The sense of impending doom I feel too, I think Freud called it Thanatos, after the Greek for the personification of death. He observed a shift in people’s desire to live at any cost after the First World War. Until then, it was presumed that the instinct to survive was ultimate, but the developed consciousness of man in the early 20th century suddenly witnessed “man’s horror to man” and discovered that there are worse things to see, endure and do, than die. Ad to this the atomic bomb, large scale genocide a couple of decades later, and there was an huge shift consciousness; one which manifested as the secret belief that the individual is not valued if people are so quick to wipe out their own. Simply put, people devalued themselves, their own life, because it was one of the ways in which they could go on living. My guess is this has also contributed to the general lack of conscience which seems to be growing in groups, nations and many individuals. If people stop caring about themselves, how can they care about others.
And that’s my useless, convoluted two cents’ worth.
Really, I don’t know much more. Most of these thoughts are my own, speculative, and only partially informed. But the intuitive mind counts for something, I intuit. Isn’t intuition designed to be accurate where reason isn’t enough?

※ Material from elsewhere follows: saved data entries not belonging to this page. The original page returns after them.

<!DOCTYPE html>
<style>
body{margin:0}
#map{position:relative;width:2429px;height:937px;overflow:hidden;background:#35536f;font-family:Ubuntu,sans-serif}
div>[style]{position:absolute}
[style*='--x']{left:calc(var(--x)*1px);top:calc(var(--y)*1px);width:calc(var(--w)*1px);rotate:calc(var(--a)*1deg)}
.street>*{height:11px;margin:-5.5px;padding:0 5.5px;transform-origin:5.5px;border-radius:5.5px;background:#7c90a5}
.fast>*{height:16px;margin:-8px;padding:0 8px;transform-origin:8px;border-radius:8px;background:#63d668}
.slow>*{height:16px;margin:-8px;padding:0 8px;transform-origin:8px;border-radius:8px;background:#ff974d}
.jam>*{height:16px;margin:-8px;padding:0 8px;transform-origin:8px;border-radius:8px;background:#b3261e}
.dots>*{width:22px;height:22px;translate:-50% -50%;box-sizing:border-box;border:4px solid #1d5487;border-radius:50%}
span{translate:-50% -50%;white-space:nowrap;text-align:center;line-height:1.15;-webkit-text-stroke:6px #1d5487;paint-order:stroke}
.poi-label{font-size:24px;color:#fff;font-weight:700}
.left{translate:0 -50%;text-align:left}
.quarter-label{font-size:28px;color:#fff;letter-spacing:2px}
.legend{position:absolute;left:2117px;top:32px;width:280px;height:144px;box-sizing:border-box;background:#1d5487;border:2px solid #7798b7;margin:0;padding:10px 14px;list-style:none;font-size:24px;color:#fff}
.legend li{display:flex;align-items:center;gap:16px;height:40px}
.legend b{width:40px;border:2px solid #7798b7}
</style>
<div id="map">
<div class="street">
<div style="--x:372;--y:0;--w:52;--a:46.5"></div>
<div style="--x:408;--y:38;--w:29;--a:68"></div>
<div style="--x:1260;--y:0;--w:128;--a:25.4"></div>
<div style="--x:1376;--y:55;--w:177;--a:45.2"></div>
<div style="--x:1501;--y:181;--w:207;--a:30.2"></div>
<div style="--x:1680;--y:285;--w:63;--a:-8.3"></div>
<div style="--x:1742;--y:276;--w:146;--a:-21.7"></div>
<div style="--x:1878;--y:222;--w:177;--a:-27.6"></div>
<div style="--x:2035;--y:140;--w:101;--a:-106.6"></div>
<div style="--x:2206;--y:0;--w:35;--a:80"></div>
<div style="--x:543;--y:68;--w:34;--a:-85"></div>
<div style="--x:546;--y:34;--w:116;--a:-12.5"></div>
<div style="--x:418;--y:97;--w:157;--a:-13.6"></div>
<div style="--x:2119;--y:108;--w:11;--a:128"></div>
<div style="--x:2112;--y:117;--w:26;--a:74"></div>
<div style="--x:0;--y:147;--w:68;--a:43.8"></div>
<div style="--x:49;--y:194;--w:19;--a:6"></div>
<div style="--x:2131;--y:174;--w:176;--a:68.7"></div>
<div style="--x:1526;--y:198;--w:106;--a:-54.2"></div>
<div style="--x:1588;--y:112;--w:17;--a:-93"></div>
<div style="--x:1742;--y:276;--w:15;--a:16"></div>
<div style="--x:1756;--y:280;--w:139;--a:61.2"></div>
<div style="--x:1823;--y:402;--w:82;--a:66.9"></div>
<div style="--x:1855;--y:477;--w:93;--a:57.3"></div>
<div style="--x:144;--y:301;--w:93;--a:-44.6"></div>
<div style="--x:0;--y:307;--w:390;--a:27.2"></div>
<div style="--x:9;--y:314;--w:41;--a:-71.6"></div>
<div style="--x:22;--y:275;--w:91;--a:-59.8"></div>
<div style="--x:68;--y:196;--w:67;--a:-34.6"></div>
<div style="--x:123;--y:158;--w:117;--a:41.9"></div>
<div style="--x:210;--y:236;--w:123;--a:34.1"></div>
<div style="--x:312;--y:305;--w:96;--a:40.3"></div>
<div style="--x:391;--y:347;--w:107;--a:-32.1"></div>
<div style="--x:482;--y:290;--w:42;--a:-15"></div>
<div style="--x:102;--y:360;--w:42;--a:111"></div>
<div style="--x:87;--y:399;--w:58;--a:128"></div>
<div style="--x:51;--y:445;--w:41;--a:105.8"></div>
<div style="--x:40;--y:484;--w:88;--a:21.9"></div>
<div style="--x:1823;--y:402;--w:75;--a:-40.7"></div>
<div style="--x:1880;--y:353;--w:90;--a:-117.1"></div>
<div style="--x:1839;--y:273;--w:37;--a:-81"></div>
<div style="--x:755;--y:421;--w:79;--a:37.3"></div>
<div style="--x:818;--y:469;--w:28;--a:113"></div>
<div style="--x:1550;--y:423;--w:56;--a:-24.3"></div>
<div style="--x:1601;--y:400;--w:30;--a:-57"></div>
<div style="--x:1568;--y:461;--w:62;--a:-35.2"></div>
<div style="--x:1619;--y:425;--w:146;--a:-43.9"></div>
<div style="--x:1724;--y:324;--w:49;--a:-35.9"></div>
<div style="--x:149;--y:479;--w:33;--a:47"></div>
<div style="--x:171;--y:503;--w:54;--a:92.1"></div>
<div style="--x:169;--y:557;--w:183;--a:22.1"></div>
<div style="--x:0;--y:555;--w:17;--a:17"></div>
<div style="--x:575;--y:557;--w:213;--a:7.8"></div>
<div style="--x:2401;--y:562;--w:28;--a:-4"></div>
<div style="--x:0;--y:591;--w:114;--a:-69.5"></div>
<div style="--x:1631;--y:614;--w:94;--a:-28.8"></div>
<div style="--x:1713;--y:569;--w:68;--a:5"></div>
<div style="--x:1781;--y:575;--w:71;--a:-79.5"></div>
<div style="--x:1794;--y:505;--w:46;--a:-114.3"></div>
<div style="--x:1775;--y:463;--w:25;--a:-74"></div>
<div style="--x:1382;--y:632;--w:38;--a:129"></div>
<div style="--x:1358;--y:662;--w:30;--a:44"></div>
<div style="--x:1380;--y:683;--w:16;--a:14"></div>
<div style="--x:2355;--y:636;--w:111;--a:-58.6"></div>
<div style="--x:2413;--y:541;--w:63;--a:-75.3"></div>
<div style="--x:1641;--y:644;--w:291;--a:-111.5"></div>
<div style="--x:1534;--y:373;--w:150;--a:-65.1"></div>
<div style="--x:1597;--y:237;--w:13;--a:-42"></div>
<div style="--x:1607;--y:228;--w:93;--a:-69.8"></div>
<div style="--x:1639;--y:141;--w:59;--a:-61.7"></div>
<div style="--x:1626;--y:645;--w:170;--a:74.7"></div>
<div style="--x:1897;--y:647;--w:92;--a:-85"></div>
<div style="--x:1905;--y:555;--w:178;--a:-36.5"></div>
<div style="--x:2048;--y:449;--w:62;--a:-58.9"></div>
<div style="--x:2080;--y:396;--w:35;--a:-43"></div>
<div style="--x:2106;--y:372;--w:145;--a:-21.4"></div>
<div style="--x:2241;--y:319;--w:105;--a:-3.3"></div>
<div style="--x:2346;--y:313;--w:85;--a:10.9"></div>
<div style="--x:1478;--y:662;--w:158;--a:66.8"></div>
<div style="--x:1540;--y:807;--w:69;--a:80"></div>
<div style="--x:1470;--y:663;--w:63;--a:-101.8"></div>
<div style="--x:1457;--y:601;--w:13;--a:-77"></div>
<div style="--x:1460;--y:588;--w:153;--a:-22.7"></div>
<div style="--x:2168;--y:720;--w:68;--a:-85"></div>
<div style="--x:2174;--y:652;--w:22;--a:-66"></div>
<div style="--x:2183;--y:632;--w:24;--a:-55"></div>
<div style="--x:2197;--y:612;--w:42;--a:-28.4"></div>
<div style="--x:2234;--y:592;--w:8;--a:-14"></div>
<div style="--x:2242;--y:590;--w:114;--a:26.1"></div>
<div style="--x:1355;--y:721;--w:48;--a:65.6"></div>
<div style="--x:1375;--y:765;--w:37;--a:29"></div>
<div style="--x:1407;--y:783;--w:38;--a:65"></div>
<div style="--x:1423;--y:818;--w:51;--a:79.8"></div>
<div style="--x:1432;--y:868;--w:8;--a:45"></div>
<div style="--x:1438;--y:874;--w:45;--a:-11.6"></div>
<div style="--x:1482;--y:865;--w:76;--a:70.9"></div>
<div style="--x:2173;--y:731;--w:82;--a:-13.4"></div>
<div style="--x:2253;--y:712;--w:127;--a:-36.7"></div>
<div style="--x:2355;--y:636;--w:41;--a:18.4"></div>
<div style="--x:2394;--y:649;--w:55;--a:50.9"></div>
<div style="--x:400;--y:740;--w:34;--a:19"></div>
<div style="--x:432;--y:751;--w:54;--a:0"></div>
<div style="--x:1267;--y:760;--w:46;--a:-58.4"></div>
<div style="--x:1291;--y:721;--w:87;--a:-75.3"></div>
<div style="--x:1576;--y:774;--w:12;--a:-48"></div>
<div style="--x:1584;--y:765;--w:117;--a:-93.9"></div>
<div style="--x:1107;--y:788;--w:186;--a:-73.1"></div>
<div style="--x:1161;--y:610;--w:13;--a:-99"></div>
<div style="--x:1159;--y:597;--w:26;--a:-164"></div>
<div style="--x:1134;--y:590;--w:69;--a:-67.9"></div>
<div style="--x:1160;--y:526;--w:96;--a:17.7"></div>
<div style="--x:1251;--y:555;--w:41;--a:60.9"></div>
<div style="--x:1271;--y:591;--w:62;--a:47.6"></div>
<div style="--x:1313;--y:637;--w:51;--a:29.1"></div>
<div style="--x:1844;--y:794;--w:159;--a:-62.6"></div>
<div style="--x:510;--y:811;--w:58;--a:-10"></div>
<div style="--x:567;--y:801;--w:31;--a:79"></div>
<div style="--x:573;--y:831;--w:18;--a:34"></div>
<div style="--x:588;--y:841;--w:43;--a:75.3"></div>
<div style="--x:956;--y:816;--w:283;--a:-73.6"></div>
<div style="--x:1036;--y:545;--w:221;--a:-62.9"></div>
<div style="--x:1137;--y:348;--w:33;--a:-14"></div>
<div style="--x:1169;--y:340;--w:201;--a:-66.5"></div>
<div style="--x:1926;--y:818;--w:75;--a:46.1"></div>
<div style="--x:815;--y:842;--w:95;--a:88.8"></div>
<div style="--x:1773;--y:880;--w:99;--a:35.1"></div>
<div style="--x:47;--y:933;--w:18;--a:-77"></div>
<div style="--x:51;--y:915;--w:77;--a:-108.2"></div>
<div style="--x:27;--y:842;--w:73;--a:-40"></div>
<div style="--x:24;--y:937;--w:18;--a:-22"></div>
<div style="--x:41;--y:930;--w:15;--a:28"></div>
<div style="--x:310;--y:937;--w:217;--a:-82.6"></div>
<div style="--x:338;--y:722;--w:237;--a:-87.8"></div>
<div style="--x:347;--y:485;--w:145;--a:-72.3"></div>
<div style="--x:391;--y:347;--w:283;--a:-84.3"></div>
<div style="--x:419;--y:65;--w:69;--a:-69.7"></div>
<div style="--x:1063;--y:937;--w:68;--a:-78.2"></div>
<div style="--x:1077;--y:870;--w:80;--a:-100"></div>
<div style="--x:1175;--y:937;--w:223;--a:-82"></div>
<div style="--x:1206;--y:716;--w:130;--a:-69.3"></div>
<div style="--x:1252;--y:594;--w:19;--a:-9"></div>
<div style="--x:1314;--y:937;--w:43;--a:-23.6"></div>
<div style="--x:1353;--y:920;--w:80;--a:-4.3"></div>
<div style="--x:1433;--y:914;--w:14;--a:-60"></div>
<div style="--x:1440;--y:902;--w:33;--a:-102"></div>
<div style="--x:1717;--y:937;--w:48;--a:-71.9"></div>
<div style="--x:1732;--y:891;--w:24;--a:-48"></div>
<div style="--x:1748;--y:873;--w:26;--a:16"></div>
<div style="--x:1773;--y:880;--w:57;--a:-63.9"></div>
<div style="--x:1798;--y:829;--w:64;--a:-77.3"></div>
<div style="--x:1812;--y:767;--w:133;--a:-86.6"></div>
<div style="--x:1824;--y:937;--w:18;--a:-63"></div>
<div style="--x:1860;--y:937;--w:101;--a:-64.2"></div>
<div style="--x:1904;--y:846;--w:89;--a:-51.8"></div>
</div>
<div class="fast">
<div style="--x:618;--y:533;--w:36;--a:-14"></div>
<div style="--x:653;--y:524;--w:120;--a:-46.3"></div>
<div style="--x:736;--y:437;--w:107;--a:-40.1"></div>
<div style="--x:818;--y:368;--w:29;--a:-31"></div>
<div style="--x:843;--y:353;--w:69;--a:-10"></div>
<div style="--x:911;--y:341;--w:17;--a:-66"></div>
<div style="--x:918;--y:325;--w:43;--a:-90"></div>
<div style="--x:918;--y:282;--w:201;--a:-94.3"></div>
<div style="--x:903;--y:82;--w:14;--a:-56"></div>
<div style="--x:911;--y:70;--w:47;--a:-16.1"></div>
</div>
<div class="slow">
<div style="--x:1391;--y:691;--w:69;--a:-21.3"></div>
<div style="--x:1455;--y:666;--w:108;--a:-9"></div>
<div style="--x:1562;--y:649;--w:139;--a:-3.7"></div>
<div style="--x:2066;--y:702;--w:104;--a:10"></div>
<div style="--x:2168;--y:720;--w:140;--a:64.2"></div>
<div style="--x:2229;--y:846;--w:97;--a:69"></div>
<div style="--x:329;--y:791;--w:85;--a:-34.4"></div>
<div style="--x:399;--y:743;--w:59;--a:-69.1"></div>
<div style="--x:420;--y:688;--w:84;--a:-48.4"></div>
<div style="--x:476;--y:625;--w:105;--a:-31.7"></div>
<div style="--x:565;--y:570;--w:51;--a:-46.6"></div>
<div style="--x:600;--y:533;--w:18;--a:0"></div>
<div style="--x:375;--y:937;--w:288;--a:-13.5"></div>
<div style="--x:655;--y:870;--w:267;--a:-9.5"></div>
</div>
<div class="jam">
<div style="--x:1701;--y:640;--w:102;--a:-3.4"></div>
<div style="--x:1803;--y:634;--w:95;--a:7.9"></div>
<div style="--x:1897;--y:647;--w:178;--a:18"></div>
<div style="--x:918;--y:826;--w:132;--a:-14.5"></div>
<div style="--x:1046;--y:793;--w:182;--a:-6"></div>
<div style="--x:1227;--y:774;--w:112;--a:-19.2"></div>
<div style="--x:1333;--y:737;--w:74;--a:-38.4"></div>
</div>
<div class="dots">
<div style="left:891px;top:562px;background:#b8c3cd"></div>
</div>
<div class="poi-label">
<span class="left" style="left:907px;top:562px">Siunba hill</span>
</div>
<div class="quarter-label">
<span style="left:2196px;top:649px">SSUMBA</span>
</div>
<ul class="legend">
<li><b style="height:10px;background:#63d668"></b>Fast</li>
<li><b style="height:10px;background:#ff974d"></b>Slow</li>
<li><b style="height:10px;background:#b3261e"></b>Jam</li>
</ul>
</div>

Beautifully said! I make that point (about compassion) all the time. The point being that, in my humble opinion, me must develop compassion towards our own human condition before we can have the true capacity to extend that compassion to others. If we can’t even acknowledge our actual human condition, how do we EVER stand the chance of truly helping others. When people look at me and expect me to be this unfeeling, non aggressive, always compassionate person because I meditate…I always correct them. Meditation does not change who you are, it simply reveals it to you. The next step is how you work with it. Developing compassion towards the “you” that you become aware of is invaluable. Then naturally you start to see that we are all in the same boat and human empathy is born. Anyway…there’s my additional few cents. Thanks for being involved in my blog. I really enjoy your thoughtful comments.
I’m all about the human condition. That’s why I have no heroes anymore. The more honestly I looked at myself, the more I understood about artifice, and then found that in order to be accepting of my flaws, which are numerous and treasured, I had to accept the flaws of others. To do that, I had to learn to see. But there are still things I don’t accept. I don’t accept bullying and cruelty: both designed to give people or systems power over others. And other things. I take poisons to meditate, and I’ll pay for that, but I’m content to do so.
Nietzsche writes something like: “A love of one is barbarous, for it happens at the expense of all others, a love of god also.”
Oh, yea, and I’m enjoying participating here. Down the rabbit hole is where I’m home.